(EXERCISE DATA Opens)

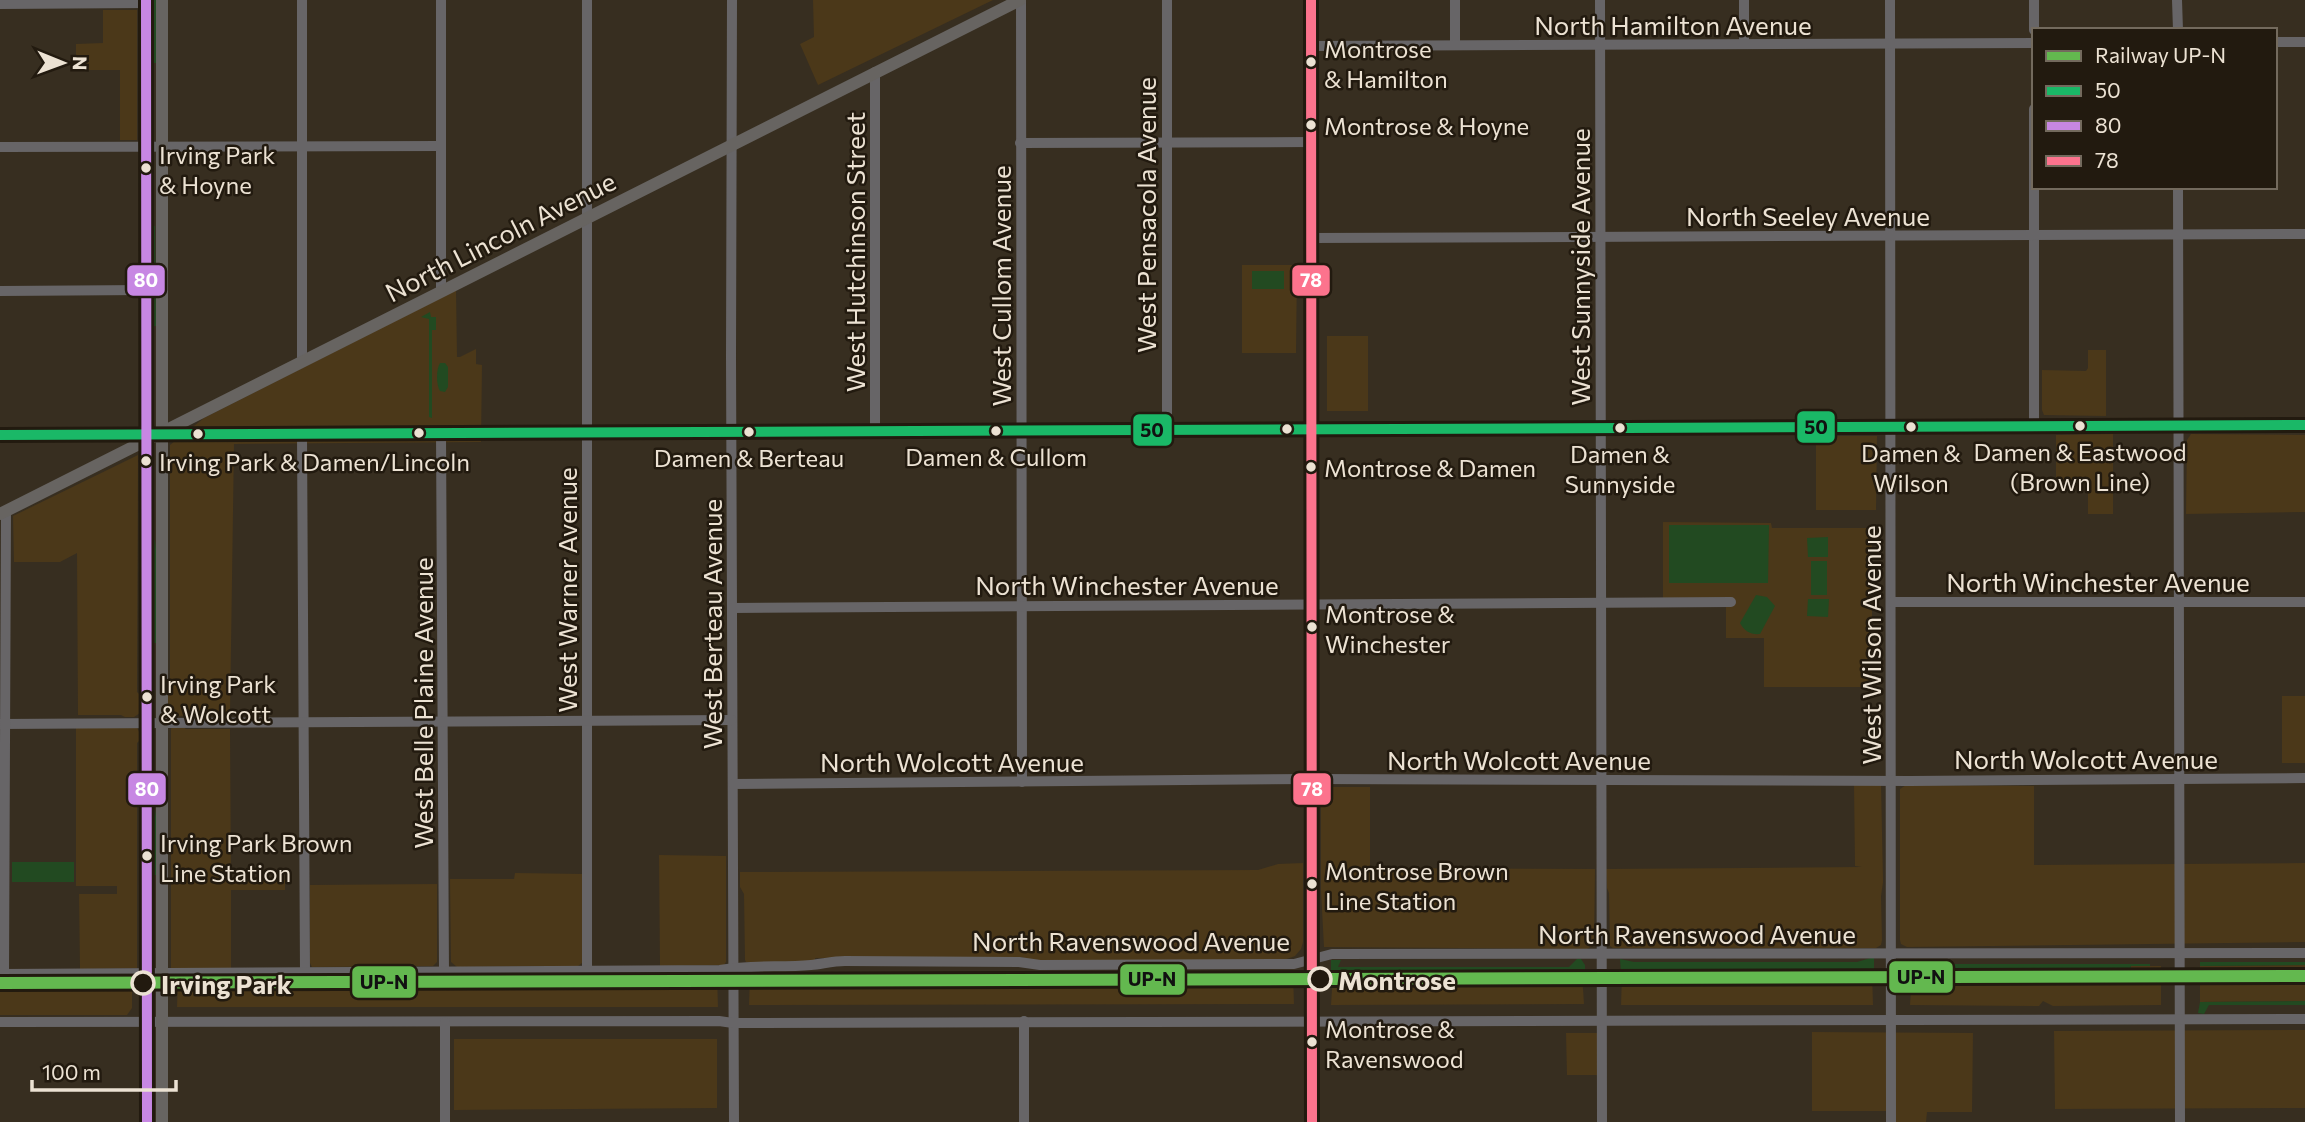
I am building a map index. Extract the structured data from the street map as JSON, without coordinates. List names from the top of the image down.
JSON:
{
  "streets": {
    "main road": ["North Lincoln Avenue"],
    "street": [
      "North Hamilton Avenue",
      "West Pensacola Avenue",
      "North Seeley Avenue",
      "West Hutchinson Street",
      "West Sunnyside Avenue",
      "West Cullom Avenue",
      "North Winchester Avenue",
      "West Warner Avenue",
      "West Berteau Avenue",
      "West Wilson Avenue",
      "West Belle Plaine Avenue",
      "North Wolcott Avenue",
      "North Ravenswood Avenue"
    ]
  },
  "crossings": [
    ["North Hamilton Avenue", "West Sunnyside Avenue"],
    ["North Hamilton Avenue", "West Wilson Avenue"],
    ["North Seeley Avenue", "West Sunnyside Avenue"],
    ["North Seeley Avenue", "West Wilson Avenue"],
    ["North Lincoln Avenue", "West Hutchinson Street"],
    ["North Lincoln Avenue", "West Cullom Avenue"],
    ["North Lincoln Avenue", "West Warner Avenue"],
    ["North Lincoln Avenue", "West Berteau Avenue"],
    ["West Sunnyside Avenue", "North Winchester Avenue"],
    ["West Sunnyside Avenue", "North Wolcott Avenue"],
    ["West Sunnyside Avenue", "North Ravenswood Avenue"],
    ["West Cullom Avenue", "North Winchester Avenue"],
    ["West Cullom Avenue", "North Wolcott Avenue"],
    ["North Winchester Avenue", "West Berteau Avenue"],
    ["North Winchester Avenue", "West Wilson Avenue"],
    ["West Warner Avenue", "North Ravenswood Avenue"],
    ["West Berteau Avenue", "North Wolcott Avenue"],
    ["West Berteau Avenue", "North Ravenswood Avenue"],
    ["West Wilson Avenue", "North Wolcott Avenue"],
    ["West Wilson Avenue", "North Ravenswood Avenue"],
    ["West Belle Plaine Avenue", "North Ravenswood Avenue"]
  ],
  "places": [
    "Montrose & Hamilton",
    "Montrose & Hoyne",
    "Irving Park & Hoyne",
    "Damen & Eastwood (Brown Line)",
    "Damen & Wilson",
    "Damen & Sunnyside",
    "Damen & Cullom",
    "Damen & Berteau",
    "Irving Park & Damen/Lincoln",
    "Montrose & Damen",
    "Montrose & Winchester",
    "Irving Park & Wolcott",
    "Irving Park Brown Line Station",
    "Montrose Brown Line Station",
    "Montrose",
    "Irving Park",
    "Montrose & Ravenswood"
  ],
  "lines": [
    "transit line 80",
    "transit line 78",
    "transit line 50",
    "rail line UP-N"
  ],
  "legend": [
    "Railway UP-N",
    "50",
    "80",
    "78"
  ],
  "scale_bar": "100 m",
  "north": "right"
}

(EXERCISE DATA Closes)
(EXERCISE DATA Opens)

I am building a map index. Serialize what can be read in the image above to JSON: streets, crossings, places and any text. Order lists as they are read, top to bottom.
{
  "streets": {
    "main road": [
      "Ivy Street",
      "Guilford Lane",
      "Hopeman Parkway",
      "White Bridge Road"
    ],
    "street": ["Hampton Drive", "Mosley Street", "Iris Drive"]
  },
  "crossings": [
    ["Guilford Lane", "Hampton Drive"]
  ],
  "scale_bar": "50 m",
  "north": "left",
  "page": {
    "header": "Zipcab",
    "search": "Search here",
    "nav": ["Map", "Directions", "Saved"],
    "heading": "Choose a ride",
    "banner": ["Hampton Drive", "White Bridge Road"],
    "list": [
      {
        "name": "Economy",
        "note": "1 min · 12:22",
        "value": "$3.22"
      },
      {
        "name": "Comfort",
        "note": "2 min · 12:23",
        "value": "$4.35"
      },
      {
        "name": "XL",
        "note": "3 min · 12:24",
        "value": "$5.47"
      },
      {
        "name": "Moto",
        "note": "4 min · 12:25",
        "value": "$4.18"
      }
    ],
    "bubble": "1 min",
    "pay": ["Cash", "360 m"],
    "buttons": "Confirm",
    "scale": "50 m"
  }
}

(EXERCISE DATA Closes)
(EXERCISE DATA Opens)

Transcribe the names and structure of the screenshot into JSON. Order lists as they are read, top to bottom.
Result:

(EXERCISE DATA Closes)

◆ **TASK ITEM**: Wherever a line of the data above contains "names", copy that line.

◆ **ANSWER TO THE PROBLEM**:
I am building a map index. Extract the structured data from the street map as JSON, without coordinates. List names from the top of the image down.
Transcribe the names and structure of the screenshot into JSON. Order lists as they are read, top to bottom.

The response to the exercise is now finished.